1. Building an explicit map
2. Planning and acting using that map.
In this article, based on this fact that human can learn to navigate through cities without using any special tool such as maps or GPS, authors propose new methods to show that a neural network agent can do the same thing by using visual observations. To do so, an interactive environment using Google StreetView Images and a dual pathway agent architecture are designed. As shown in figure 1, some parts of environment are built using Google StreetView images of New York City (Times Square, Central Park) and London (St. Paul’s Cathedral). The green cone represents the agent’s location and orientation. Although learning to navigate using visual aids is shown to be successful in some domains such as games and simulated environments using deep reinforcement learning (RL), it suffers from data inefficiency and sensitivity to changes in environment. Thus, it is unclear whether this method could be used for large-scale navigation. That’s why it became the subject of investigation in this paper.
Related Works
Contribution
This paper has made the following contributions.
1. Designing a dual pathway agent. This agent can through a real city.
2. Using Goal-dependent learning. This means that the policy and value functions must adapt themselves to a sequence of goals that are provided as our input.
3. Leveraging a recurrent neural architecture. Using that, not only could navigation through a city be possible, but also the model is scalable for navigation in new cities.
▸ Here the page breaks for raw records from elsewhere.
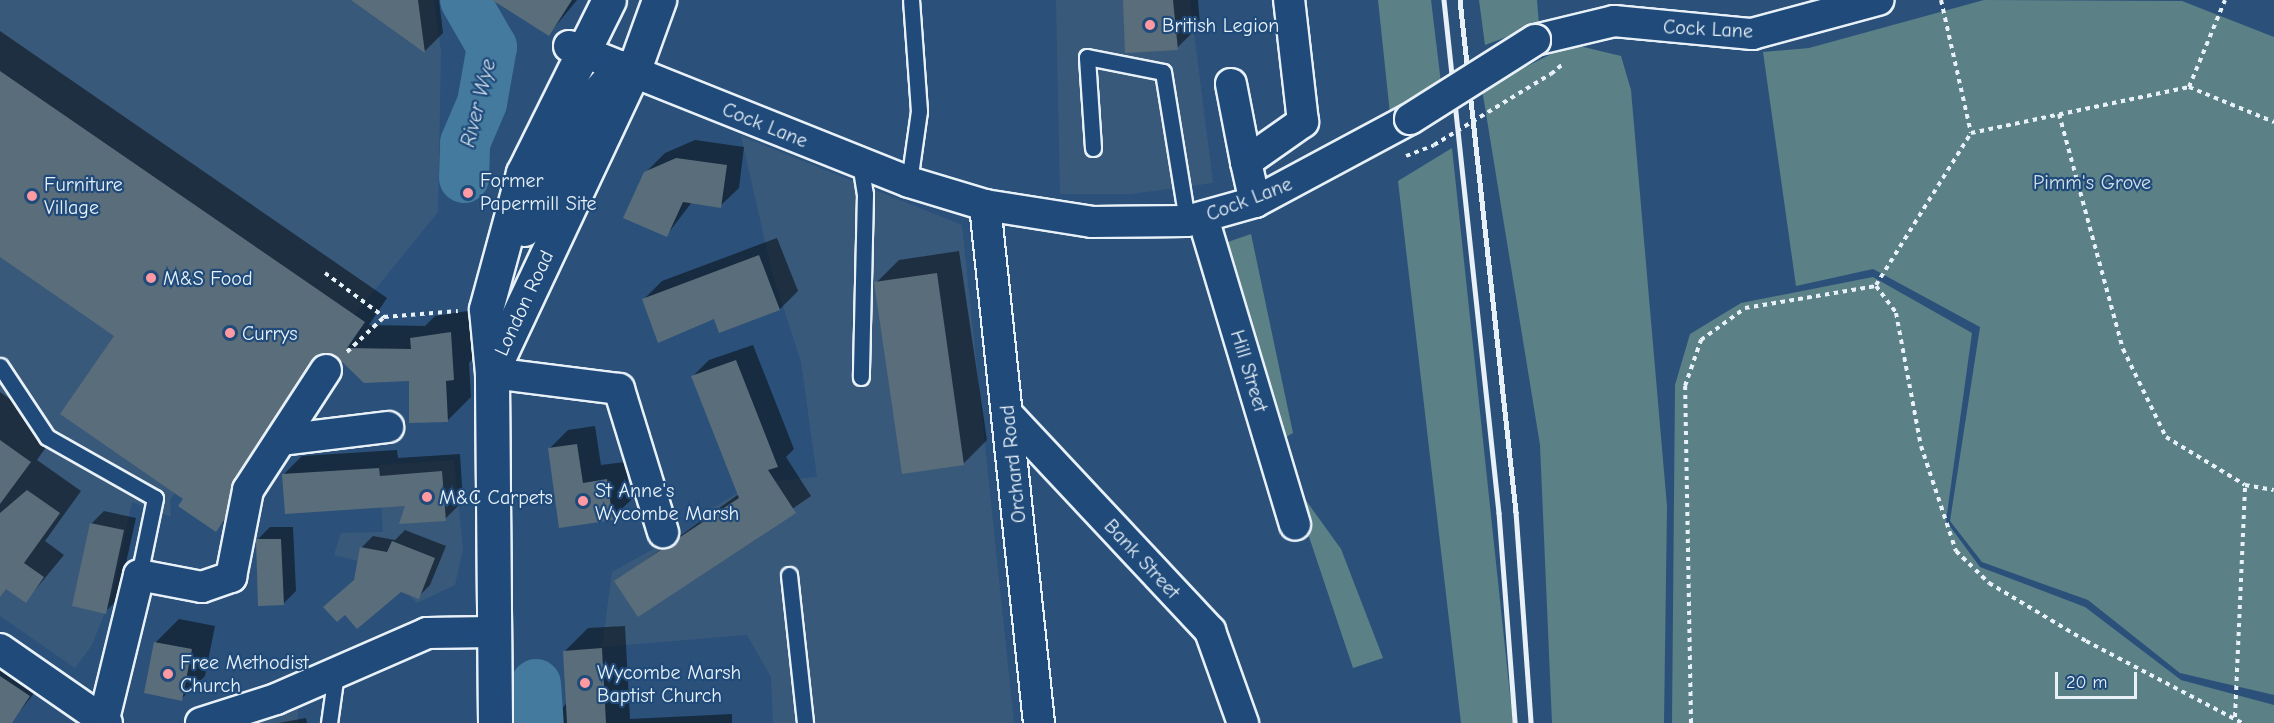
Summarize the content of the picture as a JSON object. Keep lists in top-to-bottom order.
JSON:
{
  "streets": {
    "main road": ["London Road"],
    "street": [
      "Cock Lane",
      "Hill Street",
      "Orchard Road",
      "Bank Street"
    ]
  },
  "crossings": [
    ["Cock Lane", "London Road"],
    ["Cock Lane", "Hill Street"],
    ["Cock Lane", "Orchard Road"],
    ["Orchard Road", "Bank Street"]
  ],
  "water": ["River Wye"],
  "parks": ["Pimm's Grove"],
  "places": [
    "British Legion",
    "Former Papermill Site",
    "Furniture Village",
    "M&S Food",
    "Currys",
    "M&C Carpets",
    "St Anne's Wycombe Marsh",
    "Free Methodist Church",
    "Wycombe Marsh Baptist Church"
  ],
  "scale_bar": "20 m"
}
4. Using a new environment which is built on top of Google StreetView. This provides real-world images for agent’s observation. Using this environment, agent should navigate from an arbitrary starting point to a goal and then to another goal etc. Also, London, Paris, and New York City are chosen for navigation.
Environment
Google StreetView consists of both high-resolution 360 degree imagery and graph connectivity. Also, it provides a public API. These features make it a valuable resource. In this work, large areas of New York, Paris, and London that contain between 7,000 and 65,500 nodes (and between 7,200 and 128,600 edges, respectively), have a mean node spacing of 10m, and cover a range of up to 5km chosen (Figure 2), without simplifying the underlying conncections. Also, the agent only sees RGB images that are visible in StreetView images (Figure 1).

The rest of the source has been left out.